::: Given records :::

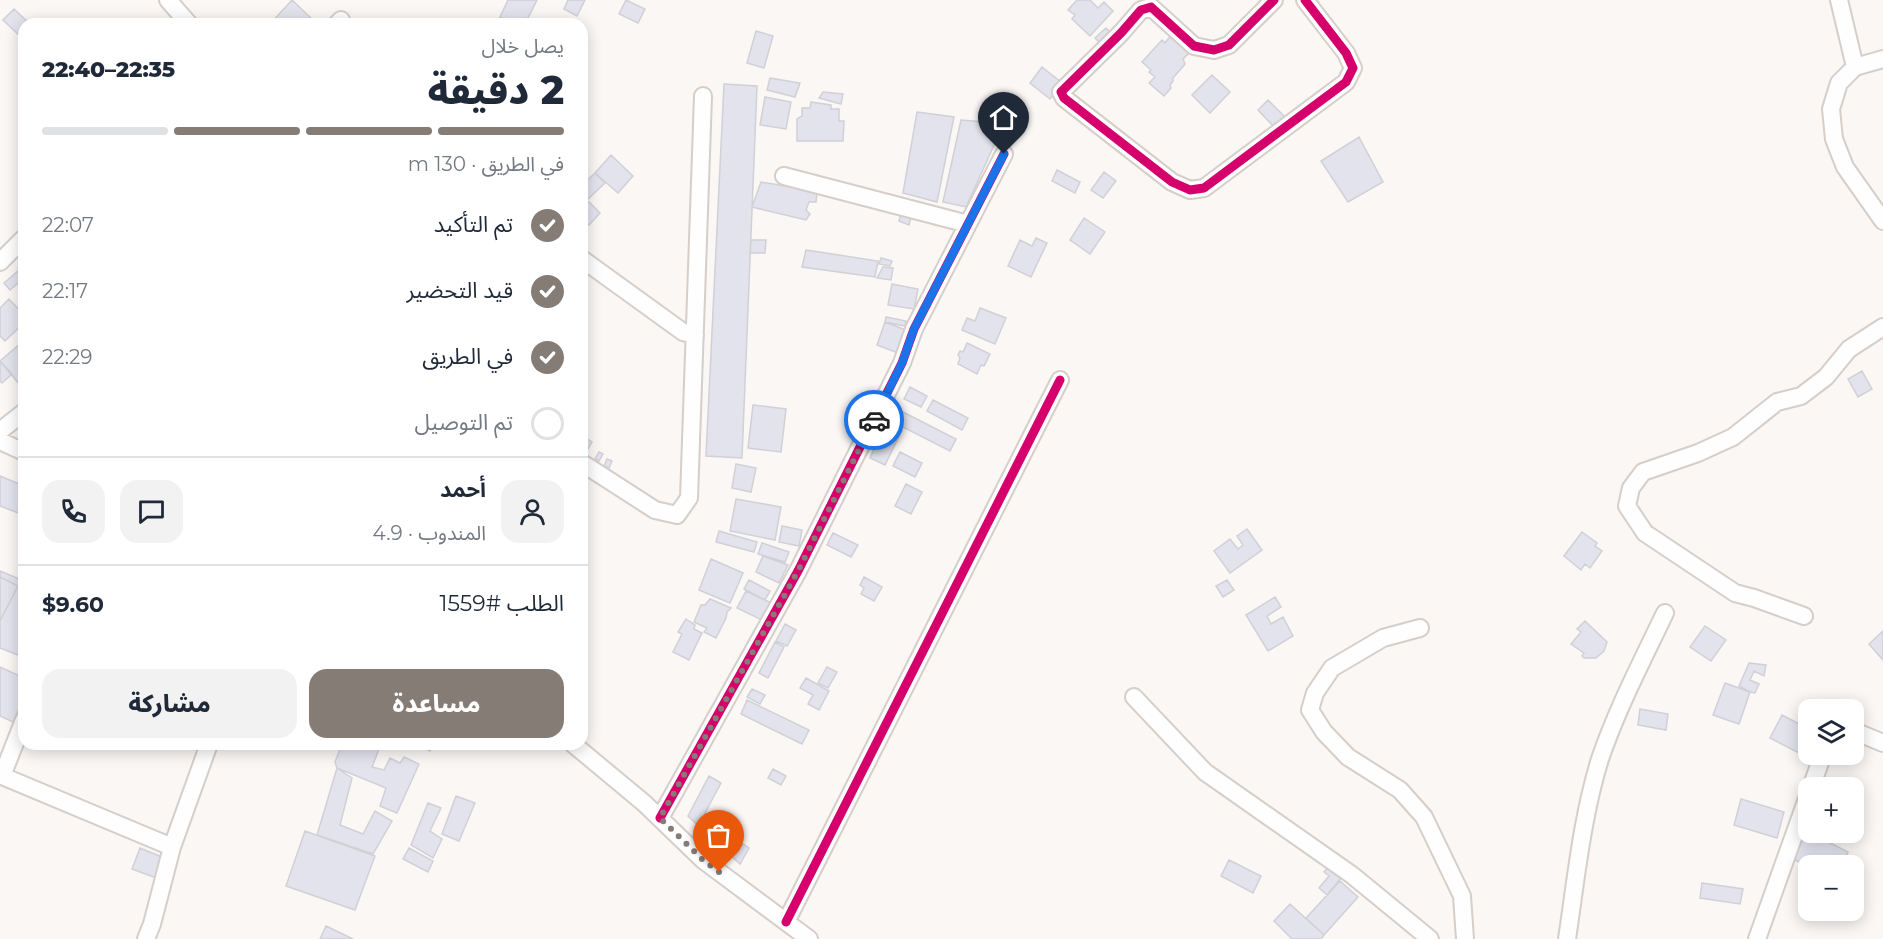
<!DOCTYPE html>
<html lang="ar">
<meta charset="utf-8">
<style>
:root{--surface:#fff;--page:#f2f2f3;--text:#1f2937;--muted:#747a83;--line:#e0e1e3;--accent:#857c76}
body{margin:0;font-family:Montserrat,"Noto Sans Arabic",sans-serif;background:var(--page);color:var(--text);direction:rtl;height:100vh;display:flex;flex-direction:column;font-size:22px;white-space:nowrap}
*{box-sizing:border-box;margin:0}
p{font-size:20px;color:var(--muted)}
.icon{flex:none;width:33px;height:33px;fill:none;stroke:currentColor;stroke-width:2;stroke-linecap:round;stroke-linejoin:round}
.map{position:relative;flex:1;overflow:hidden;direction:ltr}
.panel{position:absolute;left:18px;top:18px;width:570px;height:732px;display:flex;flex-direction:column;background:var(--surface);border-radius:18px;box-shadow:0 3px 15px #0003;direction:rtl}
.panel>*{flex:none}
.controls{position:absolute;left:1798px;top:699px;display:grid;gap:12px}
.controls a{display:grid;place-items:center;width:66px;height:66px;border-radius:12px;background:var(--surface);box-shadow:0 3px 15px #0003;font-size:30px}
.pin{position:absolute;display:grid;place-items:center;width:51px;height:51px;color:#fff;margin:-62px -26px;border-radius:50% 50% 50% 0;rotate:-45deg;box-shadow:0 0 6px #0007}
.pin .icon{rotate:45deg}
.courier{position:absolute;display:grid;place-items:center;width:60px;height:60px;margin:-30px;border:4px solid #1a73e8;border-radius:50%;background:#fff;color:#222;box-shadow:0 2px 8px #0007}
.headline em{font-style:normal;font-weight:800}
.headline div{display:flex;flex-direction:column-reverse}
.headline{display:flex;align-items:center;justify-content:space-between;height:102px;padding:0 24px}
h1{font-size:39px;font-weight:800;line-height:45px}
.bar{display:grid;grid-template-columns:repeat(4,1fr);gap:9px 6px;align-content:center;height:72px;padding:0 24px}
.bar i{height:8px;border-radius:4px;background:var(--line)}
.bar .current{background:var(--accent)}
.bar p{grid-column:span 4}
.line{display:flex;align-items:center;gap:15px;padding:0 24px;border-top:2px solid var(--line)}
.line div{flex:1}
.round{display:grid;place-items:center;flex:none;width:63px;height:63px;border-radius:18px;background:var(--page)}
ol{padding:0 24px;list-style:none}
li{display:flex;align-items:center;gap:18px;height:66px}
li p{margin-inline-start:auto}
li .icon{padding:6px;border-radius:50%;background:var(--accent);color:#fff;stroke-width:4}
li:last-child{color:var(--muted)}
li i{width:33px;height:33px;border:3px solid var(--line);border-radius:50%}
.cta{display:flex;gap:12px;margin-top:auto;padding:12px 24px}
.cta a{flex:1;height:69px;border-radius:18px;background:var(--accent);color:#fff;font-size:24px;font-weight:800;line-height:69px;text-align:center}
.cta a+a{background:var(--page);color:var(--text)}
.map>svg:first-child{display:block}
</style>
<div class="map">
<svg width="1883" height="939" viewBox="0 0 1883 939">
<rect width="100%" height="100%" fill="#faf7f5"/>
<path fill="#e2e3ed" stroke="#d1d0d6" stroke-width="1.5" d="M292,0L314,21L312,24H270Z
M508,0H537L525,24H514L500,17Z
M568,0H585L577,16L564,9Z
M626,0L645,9L638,23L619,14Z
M1077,0H1090L1098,8L1104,2L1113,11L1090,36L1072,19L1075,15L1068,10Z
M14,9L30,24H24V40L3,20Z
M1106,28L1113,36L1103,46L1095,38Z
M756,31L773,36L764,68L747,63Z
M1171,35L1190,52L1183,59L1185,64L1173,78V81L1170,85L1171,88L1164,96L1149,83L1155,77L1149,72L1151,70L1142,62L1162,40L1165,43Z
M1042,67L1062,83L1050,99L1030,83Z
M1212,75L1230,92L1210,113L1192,95Z
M770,78L800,83L795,97L767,90Z
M724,84L757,86L742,458L706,456Z
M823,92L843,94L841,104L819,98Z
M765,97L791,102L786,129L760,125Z
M1268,100L1289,121L1278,131L1258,110Z
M811,102L831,105V109H839V121H844L843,141H797V119L802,116V108H810Z
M917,112L954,117L937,202L903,193Z
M961,120L985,122L1000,132L966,207L943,202Z
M1359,137L1383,182L1348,202L1321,161Z
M611,155L633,176L618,193L595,173Z
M1057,170L1080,182L1075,193L1052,181Z
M1104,172L1116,181L1103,198L1091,190Z
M595,173L605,183L587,200L582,195V185Z
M761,182L817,191L816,202H809L806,210L810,214L806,220L752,207Z
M582,195L600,213L589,225L582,219Z
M901,214L911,217L909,225L899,221Z
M1084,218L1105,232L1090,254L1070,240Z
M1036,238L1047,243L1031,277L1008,266L1020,240L1032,246Z
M751,240H766L765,253H750Z
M806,250L878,261L875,277L802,267Z
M881,258L892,261L890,266L879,264Z
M24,263V275L18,268Z
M883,267L893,268L891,280L877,278Z
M18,271L24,278L10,290L4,283Z
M892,284L918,289L914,309L888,305Z
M9,299L24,315V323L5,341L0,336V308Z
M980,308L1006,318L995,344L962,330L967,318L975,321Z
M886,317L906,321L905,326L885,322Z
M885,322L906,330L898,353L877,345Z
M21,343L24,346V379L19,384L0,361Z
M967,343L990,354L984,366L981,365L977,374L958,364L960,358L958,355L960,351L963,352Z
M0,361L12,374L2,383L0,381Z
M1862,371L1872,389L1858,397L1848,379Z
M910,387L927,396L921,407L904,399Z
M933,400L968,418L962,430L927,411Z
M753,405L786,409L781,452L748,448Z
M895,408L956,439L950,451L889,420Z
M886,422L902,430L885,465L870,458Z
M582,436L592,442L585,454L582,452Z
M599,452L603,454L599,461L595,459Z
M900,452L922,463L915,477L893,466Z
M607,459L612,461L609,468L604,466Z
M736,464L756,468L751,492L732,488Z
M0,476L24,486V507L21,514L0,506Z
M906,484L922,492L911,514L895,506Z
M736,499L781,507L775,540L730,531Z
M782,526L802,530L799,546L779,542Z
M1247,529L1262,550L1230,573L1214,551L1230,539L1238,549L1243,545L1237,536Z
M719,531L757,542L754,552L716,542Z
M1582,532L1597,543L1595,546L1602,551L1590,568L1585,564L1581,570L1564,556Z
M833,533L858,545L851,557L827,545Z
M762,543L789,552L785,562L758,554Z
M763,556L788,565L779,583L756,572Z
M711,559L743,573L730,603L699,590Z
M0,571L24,581V641L18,655L0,648Z
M0,577L18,586L0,621Z
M864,577L882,587L874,601L861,594L864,588L860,585Z
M749,580L770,591L765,600L744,589Z
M1227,580L1234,590L1223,597L1216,586Z
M746,591L771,603L764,621L737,608Z
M1275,597L1281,607L1267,616L1271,624L1283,617L1293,636L1268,651L1246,615Z
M710,599L731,608L727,612L726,618L716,638L704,632L707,628L694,622L701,605H705Z
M686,619L695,625L694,629L702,633L689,660L673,652L682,634L678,632Z
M1585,621L1607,642L1604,651L1596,658H1584L1582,656L1584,653L1571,644L1581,632L1577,629Z
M785,624L796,630L787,646L776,641Z
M1705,626L1726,640L1711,661L1690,647Z
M1883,631V660L1869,644Z
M775,642L784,647L768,678L759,673Z
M1749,663L1766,665L1764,676L1754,671L1750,680L1759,684L1755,693L1750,692L1739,686Z
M0,667L24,678V697L13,722L0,716Z
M827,667L837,672L828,688L818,683Z
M806,678L829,691L819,710L808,704L813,695L800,688Z
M1725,683L1750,692L1739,724L1713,715Z
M752,689L765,695L760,704L747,697Z
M747,700L809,730L802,744L741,714Z
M1640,709L1668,714L1666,730L1638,725Z
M1782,715L1809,729V740L1801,754L1770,738Z
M342,744H381L372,767L384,770L390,758L400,763L404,757L419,764L397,813L380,806L386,788L337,768L335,762Z
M416,744H433L430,751Z
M337,768L352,778L340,825L363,834L375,811L392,821L373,854L317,835Z
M773,769L786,776L781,785L768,778Z
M709,776L721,783L705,813L740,847L743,844L749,848L740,864L688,816Z
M456,796L475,803L459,841L442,834Z
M1741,799L1784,812L1777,838L1734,825Z
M428,803L441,808L430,831L442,839L433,858L411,845Z
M305,831L375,856L355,910L286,886Z
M1807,831L1848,852L1841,866H1809V867L1793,859Z
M140,848L162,857L159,879L132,869Z
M409,848L433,861L428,872L403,859Z
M1229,860L1261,876L1253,893L1221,876Z
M1328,867L1341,878L1327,895L1319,888L1329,876L1324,872Z
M1340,881L1358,897L1324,935L1306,918Z
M1702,883L1743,889L1740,904L1700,898Z
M1290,904L1324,935L1321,939H1292L1274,921Z
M326,926L353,939H320Z"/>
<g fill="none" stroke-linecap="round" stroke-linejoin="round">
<g stroke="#d5cec9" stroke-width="20">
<path id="minor" d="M168,0L189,24
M1274,0L1229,45L1214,50L1194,46L1151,7L1141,10L1121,33L1061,92L1064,98L1172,182L1190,190L1204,188L1346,82L1353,68L1346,53L1305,0
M1839,0L1855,67
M337,24L341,20
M1883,59L1855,67L1839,83L1831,109L1834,139L1845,167L1883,221
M784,176L968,224
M582,259L683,332L695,335
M0,262L24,238
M0,431L24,412
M0,441L24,452
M582,463L655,510L677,515L689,498L703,96
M1804,616L1754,598L1735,593L1645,533L1627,506L1631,488L1643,472L1698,453L1733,437L1777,402L1801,396L1826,377L1849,349L1883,327
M1420,628L1383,638L1332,668L1315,693L1310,710L1324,732L1348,757L1400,790L1424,817L1462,896L1465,939
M1134,697L1205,772L1352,875L1430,939
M24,720L2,776L172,847
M1854,731L1883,743
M573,744L644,803L703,860L809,939
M1811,788L1823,754
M660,818L798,571L902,363L914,329L1004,154
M786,922L1060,380
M146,939L152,924L172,847L209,744
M1567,939C1576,879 1582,817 1600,759C1617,709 1642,661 1665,613
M1757,939L1809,793"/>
</g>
<use href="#minor" stroke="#fefefe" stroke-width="16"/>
<g stroke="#fff" stroke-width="13">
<path id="cycleway" d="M1274,0L1229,45L1214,50L1194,46L1151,7L1141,10L1121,33L1061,92L1064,98L1172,182L1190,190L1204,188L1346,82L1353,68L1346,53L1305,0
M660,818L798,571L902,363L914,329L1004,154
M786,922L1060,380"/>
</g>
<use href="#cycleway" stroke="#d6006c" stroke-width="9"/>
</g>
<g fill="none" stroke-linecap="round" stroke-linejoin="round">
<path stroke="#857c76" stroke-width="6" stroke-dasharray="0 10.8" d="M719,872L703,860L660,818L798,571L874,420"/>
<path stroke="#1a73e8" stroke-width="8" d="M874,420L902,363L914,329L1004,154"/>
</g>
</svg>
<div class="controls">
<a><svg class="icon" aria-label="layers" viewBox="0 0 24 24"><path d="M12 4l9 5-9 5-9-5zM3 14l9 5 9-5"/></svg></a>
<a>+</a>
<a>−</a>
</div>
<div class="pin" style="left:719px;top:872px;background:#ea580c"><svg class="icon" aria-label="bag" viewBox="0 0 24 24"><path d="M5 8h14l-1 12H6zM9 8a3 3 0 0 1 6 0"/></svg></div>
<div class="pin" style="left:1004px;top:154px;background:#1f2937"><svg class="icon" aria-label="home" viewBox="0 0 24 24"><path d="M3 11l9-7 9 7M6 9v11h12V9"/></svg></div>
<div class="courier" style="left:874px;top:420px"><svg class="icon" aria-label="car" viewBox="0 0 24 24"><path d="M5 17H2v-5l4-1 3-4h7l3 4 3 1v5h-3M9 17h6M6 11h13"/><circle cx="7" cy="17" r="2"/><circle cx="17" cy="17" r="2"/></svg></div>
<section class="panel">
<div class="headline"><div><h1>2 دقيقة</h1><p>يصل خلال</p></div><em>22:35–22:40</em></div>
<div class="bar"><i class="current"></i><i class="current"></i><i class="current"></i><i></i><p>في الطريق · 130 m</p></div>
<ol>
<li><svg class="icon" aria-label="check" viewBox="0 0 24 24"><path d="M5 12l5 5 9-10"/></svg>تم التأكيد<p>22:07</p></li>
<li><svg class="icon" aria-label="check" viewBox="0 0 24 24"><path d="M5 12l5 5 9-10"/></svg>قيد التحضير<p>22:17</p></li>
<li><svg class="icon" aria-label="check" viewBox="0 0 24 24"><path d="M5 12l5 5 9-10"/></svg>في الطريق<p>22:29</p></li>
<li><i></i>تم التوصيل</li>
</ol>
<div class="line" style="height:108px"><a class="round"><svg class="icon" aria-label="person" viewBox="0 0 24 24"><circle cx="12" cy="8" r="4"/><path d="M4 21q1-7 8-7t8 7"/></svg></a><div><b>أحمد</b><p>المندوب · 4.9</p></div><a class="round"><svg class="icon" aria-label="chat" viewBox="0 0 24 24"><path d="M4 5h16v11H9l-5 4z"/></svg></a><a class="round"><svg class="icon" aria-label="phone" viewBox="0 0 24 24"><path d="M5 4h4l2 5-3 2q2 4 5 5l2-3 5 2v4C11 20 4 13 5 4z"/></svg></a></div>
<div class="line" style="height:78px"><div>الطلب #1559</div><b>$9.60</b></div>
<div class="cta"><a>مساعدة</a><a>مشاركة</a></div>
</section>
</div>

:::

* [What is required]: Please state how many lines in the data contain the word "space", giving only that number.

* [Solution to this task]: 2